EXERCISE MATERIAL
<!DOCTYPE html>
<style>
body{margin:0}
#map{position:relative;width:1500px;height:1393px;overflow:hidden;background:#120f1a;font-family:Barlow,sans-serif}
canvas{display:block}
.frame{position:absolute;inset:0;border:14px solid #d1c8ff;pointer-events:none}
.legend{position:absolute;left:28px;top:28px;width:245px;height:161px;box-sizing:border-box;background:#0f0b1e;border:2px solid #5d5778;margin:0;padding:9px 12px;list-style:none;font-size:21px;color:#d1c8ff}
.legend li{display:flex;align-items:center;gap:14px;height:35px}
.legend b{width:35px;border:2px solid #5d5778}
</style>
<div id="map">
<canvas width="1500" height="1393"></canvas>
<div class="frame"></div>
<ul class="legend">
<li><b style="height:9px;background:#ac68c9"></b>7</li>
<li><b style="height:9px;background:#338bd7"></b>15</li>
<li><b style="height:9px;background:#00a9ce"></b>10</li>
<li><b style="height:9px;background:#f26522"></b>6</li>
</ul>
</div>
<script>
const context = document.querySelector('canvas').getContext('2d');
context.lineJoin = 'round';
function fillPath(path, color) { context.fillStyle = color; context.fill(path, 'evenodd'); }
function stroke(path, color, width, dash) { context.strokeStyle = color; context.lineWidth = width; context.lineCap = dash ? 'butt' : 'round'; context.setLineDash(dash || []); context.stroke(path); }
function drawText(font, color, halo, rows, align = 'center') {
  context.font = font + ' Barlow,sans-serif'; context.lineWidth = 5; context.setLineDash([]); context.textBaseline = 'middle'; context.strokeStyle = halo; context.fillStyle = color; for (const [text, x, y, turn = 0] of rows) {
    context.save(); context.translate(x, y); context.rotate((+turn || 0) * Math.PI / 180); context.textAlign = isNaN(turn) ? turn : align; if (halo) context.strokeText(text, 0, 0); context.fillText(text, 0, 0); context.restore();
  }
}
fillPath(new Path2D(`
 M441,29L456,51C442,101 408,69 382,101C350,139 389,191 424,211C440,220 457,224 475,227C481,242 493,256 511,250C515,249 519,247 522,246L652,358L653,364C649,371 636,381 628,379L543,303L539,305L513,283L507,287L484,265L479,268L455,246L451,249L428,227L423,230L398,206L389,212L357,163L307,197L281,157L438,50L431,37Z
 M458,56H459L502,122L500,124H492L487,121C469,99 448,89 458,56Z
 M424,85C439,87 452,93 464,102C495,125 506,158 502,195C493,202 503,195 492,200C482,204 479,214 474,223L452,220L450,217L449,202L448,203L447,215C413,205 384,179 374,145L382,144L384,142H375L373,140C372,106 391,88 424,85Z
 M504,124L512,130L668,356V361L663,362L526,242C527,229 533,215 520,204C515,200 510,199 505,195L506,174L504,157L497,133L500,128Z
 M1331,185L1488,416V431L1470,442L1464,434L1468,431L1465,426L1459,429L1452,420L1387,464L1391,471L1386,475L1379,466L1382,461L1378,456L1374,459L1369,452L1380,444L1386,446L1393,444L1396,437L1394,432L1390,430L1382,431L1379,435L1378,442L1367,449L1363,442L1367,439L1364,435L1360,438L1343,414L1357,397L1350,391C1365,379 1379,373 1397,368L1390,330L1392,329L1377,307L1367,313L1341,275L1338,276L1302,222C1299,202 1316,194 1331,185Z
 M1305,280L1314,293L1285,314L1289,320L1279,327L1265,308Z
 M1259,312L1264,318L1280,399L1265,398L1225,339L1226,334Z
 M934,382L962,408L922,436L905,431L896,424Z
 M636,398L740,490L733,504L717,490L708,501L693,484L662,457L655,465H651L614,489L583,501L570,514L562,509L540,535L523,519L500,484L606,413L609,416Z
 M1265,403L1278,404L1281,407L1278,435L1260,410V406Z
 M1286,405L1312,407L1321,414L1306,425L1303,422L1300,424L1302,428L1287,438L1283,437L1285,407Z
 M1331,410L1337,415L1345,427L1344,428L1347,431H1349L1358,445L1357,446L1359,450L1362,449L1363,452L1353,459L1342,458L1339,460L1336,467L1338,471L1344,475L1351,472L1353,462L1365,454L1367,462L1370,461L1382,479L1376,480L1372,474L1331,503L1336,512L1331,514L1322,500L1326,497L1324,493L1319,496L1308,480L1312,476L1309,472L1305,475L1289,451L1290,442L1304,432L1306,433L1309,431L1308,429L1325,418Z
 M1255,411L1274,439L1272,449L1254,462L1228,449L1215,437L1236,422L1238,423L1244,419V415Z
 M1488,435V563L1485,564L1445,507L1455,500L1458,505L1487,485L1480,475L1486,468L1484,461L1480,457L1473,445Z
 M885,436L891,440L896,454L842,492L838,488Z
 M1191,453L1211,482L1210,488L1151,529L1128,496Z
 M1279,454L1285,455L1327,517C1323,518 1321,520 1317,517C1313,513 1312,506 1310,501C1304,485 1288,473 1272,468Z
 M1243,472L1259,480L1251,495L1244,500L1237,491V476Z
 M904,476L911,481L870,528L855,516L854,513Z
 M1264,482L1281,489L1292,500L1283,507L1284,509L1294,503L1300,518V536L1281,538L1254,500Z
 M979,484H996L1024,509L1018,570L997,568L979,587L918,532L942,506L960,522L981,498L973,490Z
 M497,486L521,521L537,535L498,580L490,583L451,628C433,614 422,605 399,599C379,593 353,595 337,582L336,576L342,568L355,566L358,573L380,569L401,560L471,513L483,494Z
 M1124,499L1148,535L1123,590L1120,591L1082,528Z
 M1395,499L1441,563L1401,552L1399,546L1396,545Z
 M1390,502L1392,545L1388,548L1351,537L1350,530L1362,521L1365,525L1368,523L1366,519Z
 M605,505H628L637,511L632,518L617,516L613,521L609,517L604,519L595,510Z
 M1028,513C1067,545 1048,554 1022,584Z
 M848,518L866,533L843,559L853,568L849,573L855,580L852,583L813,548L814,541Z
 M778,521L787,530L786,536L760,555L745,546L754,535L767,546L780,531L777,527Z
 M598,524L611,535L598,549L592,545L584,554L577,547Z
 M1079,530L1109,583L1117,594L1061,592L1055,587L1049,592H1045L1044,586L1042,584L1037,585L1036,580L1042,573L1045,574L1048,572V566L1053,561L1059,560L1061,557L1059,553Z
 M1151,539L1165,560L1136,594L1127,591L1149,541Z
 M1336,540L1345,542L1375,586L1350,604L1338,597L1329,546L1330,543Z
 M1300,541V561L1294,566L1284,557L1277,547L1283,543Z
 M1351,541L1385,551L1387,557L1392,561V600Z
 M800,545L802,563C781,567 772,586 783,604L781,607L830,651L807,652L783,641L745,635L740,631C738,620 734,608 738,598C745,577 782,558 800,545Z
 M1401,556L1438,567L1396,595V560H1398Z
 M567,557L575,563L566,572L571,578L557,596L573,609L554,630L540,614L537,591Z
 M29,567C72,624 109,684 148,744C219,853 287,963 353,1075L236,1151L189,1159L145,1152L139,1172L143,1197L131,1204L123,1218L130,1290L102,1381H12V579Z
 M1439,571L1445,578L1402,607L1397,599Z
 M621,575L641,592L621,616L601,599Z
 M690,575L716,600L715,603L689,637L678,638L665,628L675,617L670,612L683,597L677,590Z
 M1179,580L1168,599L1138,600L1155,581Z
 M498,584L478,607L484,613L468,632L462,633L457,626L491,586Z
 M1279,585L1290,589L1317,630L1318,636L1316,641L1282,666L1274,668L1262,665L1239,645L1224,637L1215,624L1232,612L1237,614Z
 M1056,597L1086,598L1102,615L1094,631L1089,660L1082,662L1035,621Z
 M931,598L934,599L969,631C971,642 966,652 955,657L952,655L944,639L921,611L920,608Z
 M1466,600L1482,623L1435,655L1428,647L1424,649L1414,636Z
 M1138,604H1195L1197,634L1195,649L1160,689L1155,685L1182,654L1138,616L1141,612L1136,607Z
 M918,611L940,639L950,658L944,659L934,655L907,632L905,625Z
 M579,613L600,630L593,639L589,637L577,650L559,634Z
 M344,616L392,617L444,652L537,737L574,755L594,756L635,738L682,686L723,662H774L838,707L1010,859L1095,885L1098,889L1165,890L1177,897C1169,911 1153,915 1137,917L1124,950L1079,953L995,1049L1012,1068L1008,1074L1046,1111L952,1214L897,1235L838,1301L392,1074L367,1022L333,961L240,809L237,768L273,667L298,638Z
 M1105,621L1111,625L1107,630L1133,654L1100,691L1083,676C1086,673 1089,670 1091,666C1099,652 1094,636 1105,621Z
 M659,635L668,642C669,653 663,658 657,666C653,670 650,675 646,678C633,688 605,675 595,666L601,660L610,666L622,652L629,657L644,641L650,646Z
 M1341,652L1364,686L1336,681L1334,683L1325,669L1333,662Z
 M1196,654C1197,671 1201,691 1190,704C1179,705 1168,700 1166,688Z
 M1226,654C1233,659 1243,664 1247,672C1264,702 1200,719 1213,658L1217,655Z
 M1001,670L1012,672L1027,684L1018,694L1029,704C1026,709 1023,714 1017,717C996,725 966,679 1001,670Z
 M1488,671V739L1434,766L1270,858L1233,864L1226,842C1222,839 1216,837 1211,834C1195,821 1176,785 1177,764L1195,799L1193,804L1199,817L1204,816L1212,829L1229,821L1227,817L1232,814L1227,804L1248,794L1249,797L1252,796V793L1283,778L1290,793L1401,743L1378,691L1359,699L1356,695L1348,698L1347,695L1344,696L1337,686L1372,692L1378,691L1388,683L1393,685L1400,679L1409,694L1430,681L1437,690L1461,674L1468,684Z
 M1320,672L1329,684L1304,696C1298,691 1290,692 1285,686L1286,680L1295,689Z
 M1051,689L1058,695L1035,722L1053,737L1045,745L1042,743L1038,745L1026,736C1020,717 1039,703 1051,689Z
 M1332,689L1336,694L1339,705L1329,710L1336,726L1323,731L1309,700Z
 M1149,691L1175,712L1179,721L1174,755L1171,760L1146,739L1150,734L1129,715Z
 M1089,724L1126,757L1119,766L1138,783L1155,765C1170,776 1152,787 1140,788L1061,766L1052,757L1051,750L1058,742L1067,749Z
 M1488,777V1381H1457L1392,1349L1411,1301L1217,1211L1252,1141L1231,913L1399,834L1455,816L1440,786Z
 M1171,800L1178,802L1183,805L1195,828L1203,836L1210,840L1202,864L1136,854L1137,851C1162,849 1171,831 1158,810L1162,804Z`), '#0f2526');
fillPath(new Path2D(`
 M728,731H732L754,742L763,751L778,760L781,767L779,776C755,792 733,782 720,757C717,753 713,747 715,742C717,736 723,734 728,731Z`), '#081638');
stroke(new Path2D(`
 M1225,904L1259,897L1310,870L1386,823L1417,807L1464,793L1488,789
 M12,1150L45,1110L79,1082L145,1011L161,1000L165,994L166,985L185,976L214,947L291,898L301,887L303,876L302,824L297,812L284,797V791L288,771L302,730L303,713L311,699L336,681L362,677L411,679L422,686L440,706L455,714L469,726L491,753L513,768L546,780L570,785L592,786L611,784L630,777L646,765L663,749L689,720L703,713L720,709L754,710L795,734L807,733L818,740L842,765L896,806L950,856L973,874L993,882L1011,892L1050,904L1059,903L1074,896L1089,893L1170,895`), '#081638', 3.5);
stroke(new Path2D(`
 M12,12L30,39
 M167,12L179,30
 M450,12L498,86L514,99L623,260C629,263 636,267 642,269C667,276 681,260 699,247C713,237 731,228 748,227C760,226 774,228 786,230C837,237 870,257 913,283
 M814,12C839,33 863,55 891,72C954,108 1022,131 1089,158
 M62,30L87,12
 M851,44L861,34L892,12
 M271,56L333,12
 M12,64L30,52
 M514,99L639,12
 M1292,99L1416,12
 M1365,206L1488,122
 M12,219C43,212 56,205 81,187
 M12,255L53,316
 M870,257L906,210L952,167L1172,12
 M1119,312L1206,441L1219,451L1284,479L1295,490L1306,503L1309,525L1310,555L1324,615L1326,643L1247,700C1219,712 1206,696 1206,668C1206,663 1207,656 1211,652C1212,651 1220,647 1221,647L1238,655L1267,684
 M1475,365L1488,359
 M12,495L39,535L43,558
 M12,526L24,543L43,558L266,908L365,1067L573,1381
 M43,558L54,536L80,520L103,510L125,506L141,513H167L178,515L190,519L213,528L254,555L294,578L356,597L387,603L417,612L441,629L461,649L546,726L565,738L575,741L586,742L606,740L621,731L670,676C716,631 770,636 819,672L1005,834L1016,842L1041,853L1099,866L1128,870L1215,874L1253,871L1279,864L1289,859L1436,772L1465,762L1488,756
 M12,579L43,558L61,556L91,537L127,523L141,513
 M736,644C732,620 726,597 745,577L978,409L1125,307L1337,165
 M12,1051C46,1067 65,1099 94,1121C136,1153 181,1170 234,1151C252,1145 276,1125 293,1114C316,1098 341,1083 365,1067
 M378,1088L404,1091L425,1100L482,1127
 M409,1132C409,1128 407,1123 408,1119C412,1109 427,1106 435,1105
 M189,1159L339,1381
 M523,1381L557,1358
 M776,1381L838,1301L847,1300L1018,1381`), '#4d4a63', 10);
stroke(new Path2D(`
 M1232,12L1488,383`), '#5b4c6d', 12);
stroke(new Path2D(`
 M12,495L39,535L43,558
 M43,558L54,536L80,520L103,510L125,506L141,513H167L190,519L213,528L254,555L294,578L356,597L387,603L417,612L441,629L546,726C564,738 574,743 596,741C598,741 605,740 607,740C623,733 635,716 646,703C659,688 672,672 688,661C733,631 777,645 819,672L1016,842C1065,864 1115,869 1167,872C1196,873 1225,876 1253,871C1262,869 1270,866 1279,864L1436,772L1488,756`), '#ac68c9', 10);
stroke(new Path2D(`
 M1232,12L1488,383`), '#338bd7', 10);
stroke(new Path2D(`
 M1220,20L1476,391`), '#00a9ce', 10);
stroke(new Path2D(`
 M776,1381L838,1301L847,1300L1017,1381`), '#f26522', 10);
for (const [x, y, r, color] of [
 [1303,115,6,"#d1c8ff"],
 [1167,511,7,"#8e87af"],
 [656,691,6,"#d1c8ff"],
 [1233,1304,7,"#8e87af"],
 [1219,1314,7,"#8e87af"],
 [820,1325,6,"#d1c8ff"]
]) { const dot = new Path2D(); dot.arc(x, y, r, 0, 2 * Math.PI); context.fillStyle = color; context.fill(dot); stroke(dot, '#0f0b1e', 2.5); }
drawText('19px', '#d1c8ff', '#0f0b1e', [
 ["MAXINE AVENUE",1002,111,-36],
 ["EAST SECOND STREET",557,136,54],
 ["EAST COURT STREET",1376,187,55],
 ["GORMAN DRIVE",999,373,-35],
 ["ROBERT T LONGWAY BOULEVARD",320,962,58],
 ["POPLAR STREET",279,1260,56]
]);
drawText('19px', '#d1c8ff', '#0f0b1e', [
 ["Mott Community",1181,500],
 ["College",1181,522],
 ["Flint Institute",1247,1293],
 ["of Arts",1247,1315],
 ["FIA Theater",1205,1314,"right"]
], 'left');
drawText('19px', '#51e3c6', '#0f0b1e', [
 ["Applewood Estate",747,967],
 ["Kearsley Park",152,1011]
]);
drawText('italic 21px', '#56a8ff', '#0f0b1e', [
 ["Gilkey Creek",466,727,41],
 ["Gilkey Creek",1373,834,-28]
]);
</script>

WHAT IS NEEDED
What you return must be the lines above that run from the line with "function drawText(font, color, halo, rows, align" to the line with "context.font = font", inclusive, each copied exactly.

ANSWER BOX
function drawText(font, color, halo, rows, align = 'center') {
  context.font = font + ' Barlow,sans-serif'; context.lineWidth = 5; context.setLineDash([]); context.textBaseline = 'middle'; context.strokeStyle = halo; context.fillStyle = color; for (const [text, x, y, turn = 0] of rows) {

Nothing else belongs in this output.